The private and secure mobile operating system with Android app compatibility. Developed as a non-profit open source project.
GrapheneOS is a privacy and security focused mobile OS with Android app compatibility developed as a non-profit open source project. It's focused on the research and development of privacy and security technology including substantial improvements to sandboxing, exploit mitigations and the permission model. It was founded in 2014 and was formerly known as CopperheadOS.
GrapheneOS improves the privacy and security of the OS from the bottom up. It deploys technologies to mitigate whole classes of vulnerabilities and make exploiting the most common sources of vulnerabilities substantially more difficult. It improves the security of both the OS and the apps running on it. The app sandbox and other security boundaries are fortified. GrapheneOS tries to avoid impacting the user experience with the privacy and security features. Ideally, the features can be designed so that they're always enabled with no impact on the user experience and no additional complexity like configuration options. It's not always feasible, and GrapheneOS does add various toggles for features like the Network permission, Sensors permission, restrictions when the device is locked (USB peripherals, camera, quick tiles), etc. along with more complex user-facing privacy and security features with their own UX.
Many of our past features were contributed to AOSP, Linux and other projects to improve privacy and security for billions of users.
GrapheneOS also develops various apps and services with a focus on privacy and security. Vanadium is a hardened variant of the Chromium browser and WebView specifically built for GrapheneOS. GrapheneOS also includes our minimal security-focused PDF Viewer, our hardware-based Auditor app / attestation service providing local and remote verification of devices, our modern privacy / security focused camera app, and the externally developed Seedvault encrypted backup which was initially developed for inclusion in GrapheneOS.

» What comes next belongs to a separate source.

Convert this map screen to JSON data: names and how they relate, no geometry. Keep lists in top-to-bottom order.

No Google apps or services
GrapheneOS will never include either Google Play services or another implementation of Google services like microG. It's possible to install Play services as a set of fully sandboxed apps without special privileges via our sandboxed Google Play compatibility layer. See the FAQ section for more details on our plans for filling in the gaps from not shipping Play services and Google apps.

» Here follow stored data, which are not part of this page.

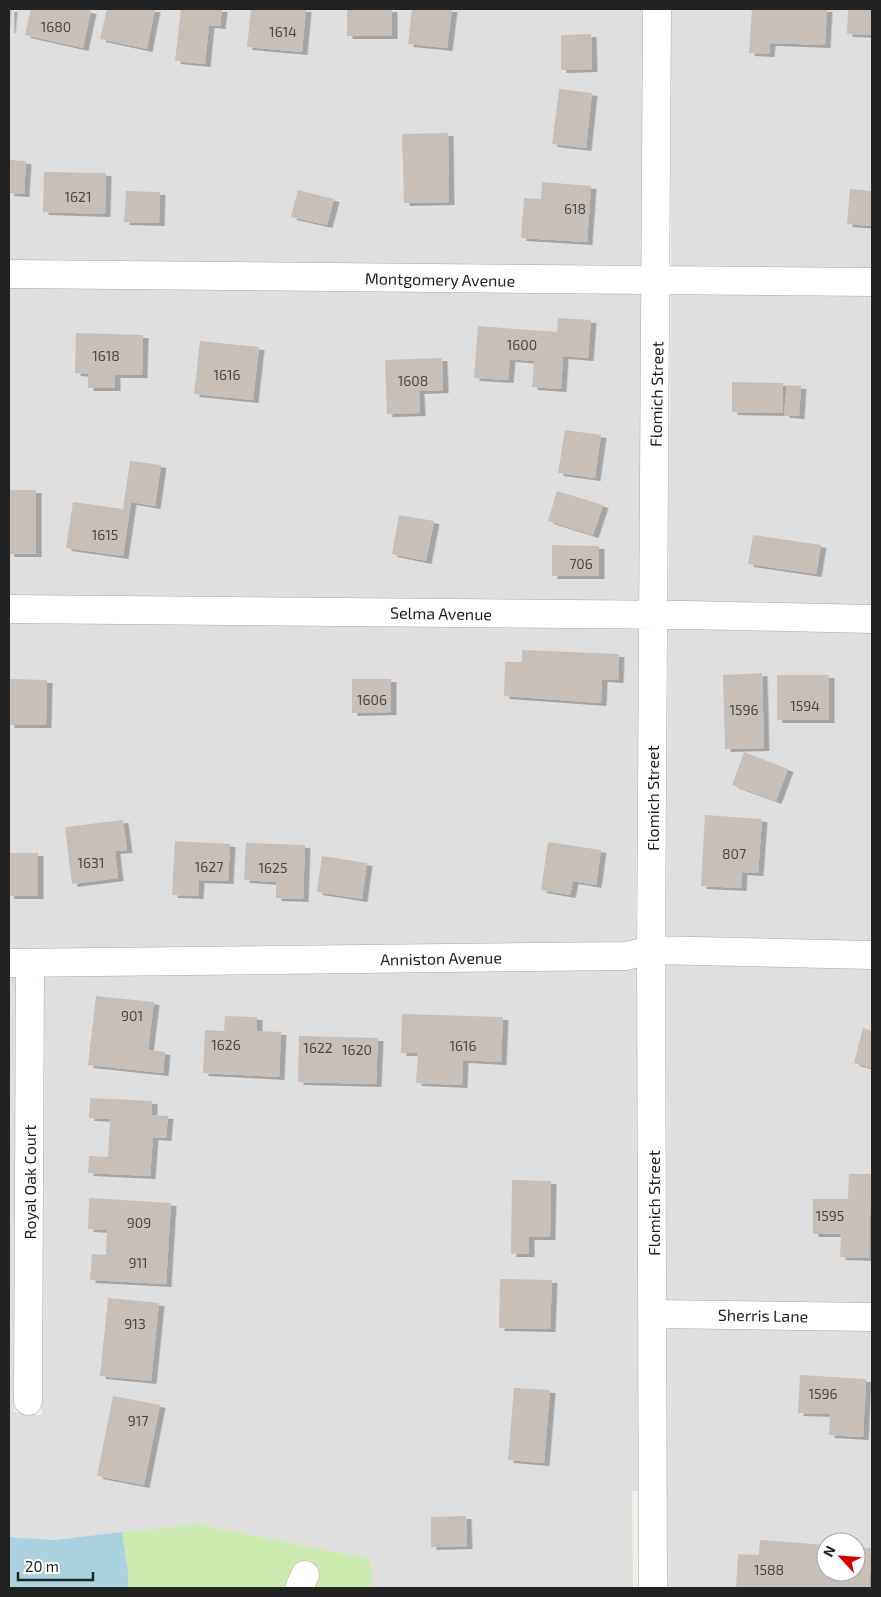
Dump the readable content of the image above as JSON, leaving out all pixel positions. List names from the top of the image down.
{
  "streets": {
    "street": [
      "Montgomery Avenue",
      "Flomich Street",
      "Selma Avenue",
      "Anniston Avenue",
      "Royal Oak Court",
      "Sherris Lane"
    ]
  },
  "crossings": [
    ["Montgomery Avenue", "Flomich Street"],
    ["Flomich Street", "Selma Avenue"],
    ["Flomich Street", "Anniston Avenue"],
    ["Flomich Street", "Sherris Lane"],
    ["Anniston Avenue", "Royal Oak Court"]
  ],
  "house_numbers": [
    "1680",
    "1614",
    "1621",
    "618",
    "1600",
    "1618",
    "1616",
    "1608",
    "1615",
    "706",
    "1606",
    "1594",
    "1596",
    "807",
    "1631",
    "1627",
    "1625",
    "901",
    "1626",
    "1616",
    "1622",
    "1620",
    "1595",
    "909",
    "911",
    "913",
    "1596",
    "917",
    "1588"
  ],
  "scale_bar": "20 m",
  "north": "top left"
}
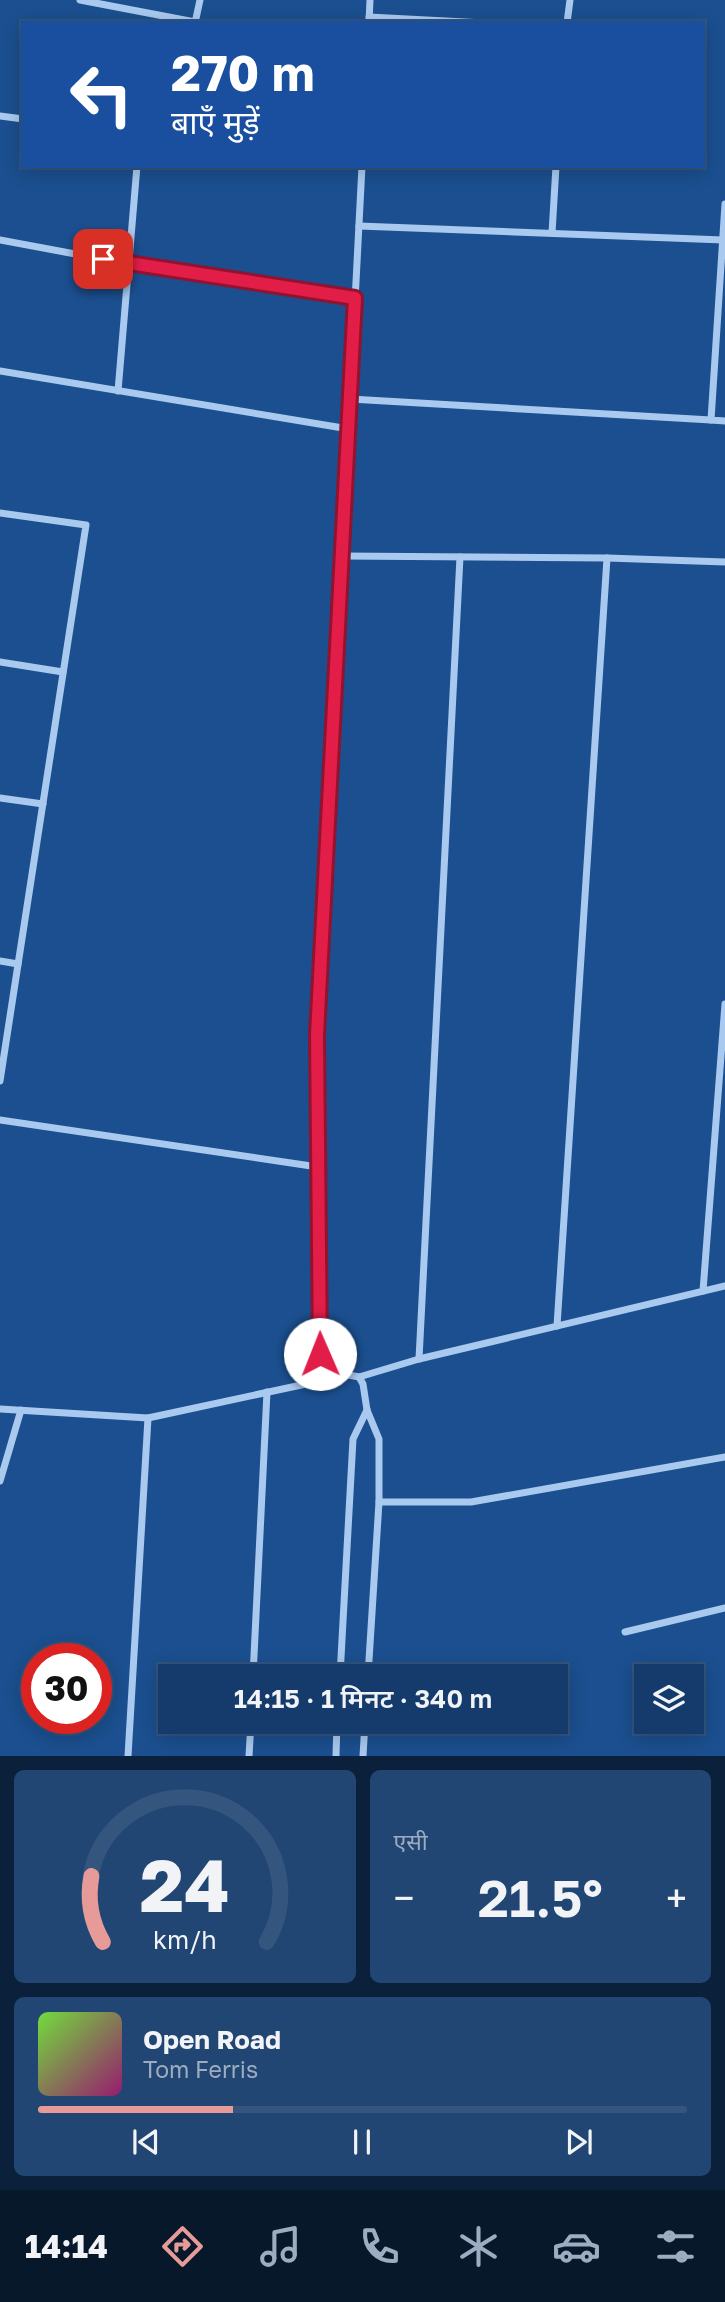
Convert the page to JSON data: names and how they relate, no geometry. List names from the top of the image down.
{
  "page": {
    "turn": ["270 m", "बाएँ मुड़ें"],
    "limit": "30",
    "trip": "14:15 · 1 मिनट · 340 m",
    "tile": "एसी",
    "heat": ["−", "21.5°", "+"],
    "song": ["Open Road", "Tom Ferris"],
    "tabs": "14:14",
    "gauge": ["24", "km/h"]
  }
}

Two-factor fingerprint unlock
GrapheneOS adds the option to require entering a 2nd factor PIN after successfully authenticating with a fingerprint on the lockscreen in order to complete unlocking the device. Since Android/iOS use biometric unlock as a secondary unlock mechanism for convenience, this allows users to make use of a strong passphrase as their primary unlock method with the convenience of a fingerprint and short PIN for secondary unlock. Failure to enter the correct PIN counts towards the standard attempt limit.
Supports longer passwords
GrapheneOS supports setting longer passwords by default: 128 characters instead of 16 characters. This avoids the need to use a device manager to enable this functionality.

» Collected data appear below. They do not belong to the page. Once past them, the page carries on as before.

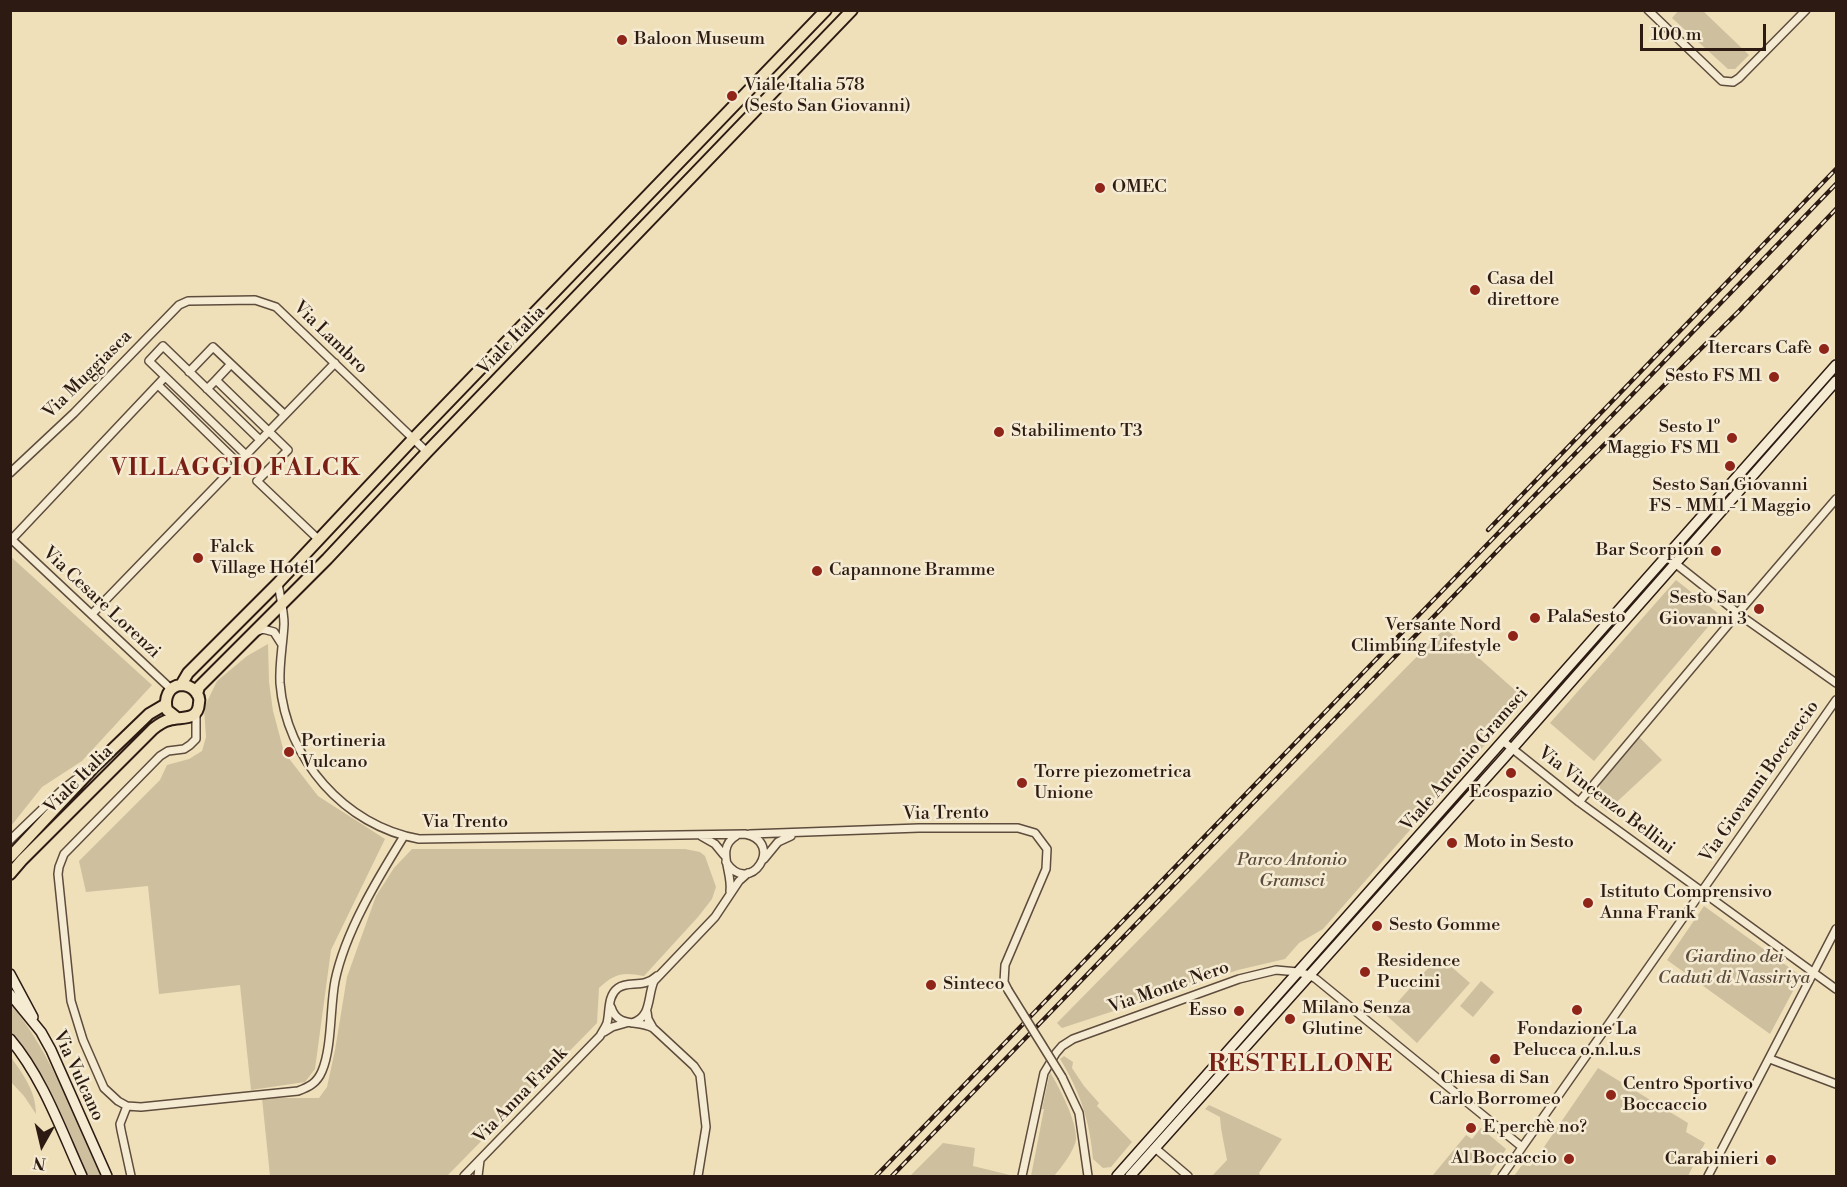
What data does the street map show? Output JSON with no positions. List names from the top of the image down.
{
  "streets": {
    "main road": ["Viale Italia", "Viale Antonio Gramsci", "Via Vulcano"],
    "street": [
      "Via Lambro",
      "Via Muggiasca",
      "Via Cesare Lorenzi",
      "Via Giovanni Boccaccio",
      "Via Vincenzo Bellini",
      "Via Trento",
      "Via Monte Nero",
      "Via Anna Frank"
    ]
  },
  "crossings": [
    ["Via Lambro", "Viale Italia"],
    ["Via Lambro", "Via Muggiasca"],
    ["Viale Italia", "Via Cesare Lorenzi"],
    ["Viale Italia", "Via Trento"],
    ["Viale Antonio Gramsci", "Via Vincenzo Bellini"],
    ["Viale Antonio Gramsci", "Via Monte Nero"],
    ["Via Giovanni Boccaccio", "Via Vincenzo Bellini"]
  ],
  "districts": ["VILLAGGIO FALCK", "RESTELLONE"],
  "parks": ["Parco Antonio Gramsci", "Giardino dei Caduti di Nassiriya"],
  "places": [
    "Baloon Museum",
    "Viale Italia 578 (Sesto San Giovanni)",
    "OMEC",
    "Casa del direttore",
    "Itercars Cafè",
    "Sesto FS M1",
    "Stabilimento T3",
    "Sesto 1º Maggio FS M1",
    "Sesto San Giovanni FS - MM1 - 1 Maggio",
    "Bar Scorpion",
    "Falck Village Hotel",
    "Capannone Bramme",
    "Sesto San Giovanni 3",
    "PalaSesto",
    "Versante Nord Climbing Lifestyle",
    "Portineria Vulcano",
    "Ecospazio",
    "Torre piezometrica Unione",
    "Moto in Sesto",
    "Istituto Comprensivo Anna Frank",
    "Sesto Gomme",
    "Residence Puccini",
    "Sinteco",
    "Fondazione La Pelucca o.n.l.u.s",
    "Esso",
    "Milano Senza Glutine",
    "Chiesa di San Carlo Borromeo",
    "Centro Sportivo Boccaccio",
    "E perchè no?",
    "Al Boccaccio",
    "Carabinieri"
  ],
  "scale_bar": "100 m",
  "north": "bottom"
}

This feature allows users to make use of diceware passwords if they don't want to depend on the security of the secure element which provides very aggressive throttling and offers a high level of security even for a random 6 digit PIN.
Auto reboot
GrapheneOS provides an auto-reboot feature which reboots locked devices after a set period of time to put data at rest. A countdown timer is started each time the device is locked, and the device will reboot if a successful unlock doesn't occur before the timer reaches zero. Unlocking any profile cancels the timer, not just the Owner profile.
The timer is set to 18 hours by default, but can be set to values between 10 minutes and 72 hours, or turned off.
This feature doesn't apply when the device is in "Before First Unlock" state, meaning that it will not lead to the device continuously rebooting, as data is already at rest.
The feature is implemented in the init process, preventing it from being bypassed through system process crashes since an init crash causes a kernel panic which leads to a reboot.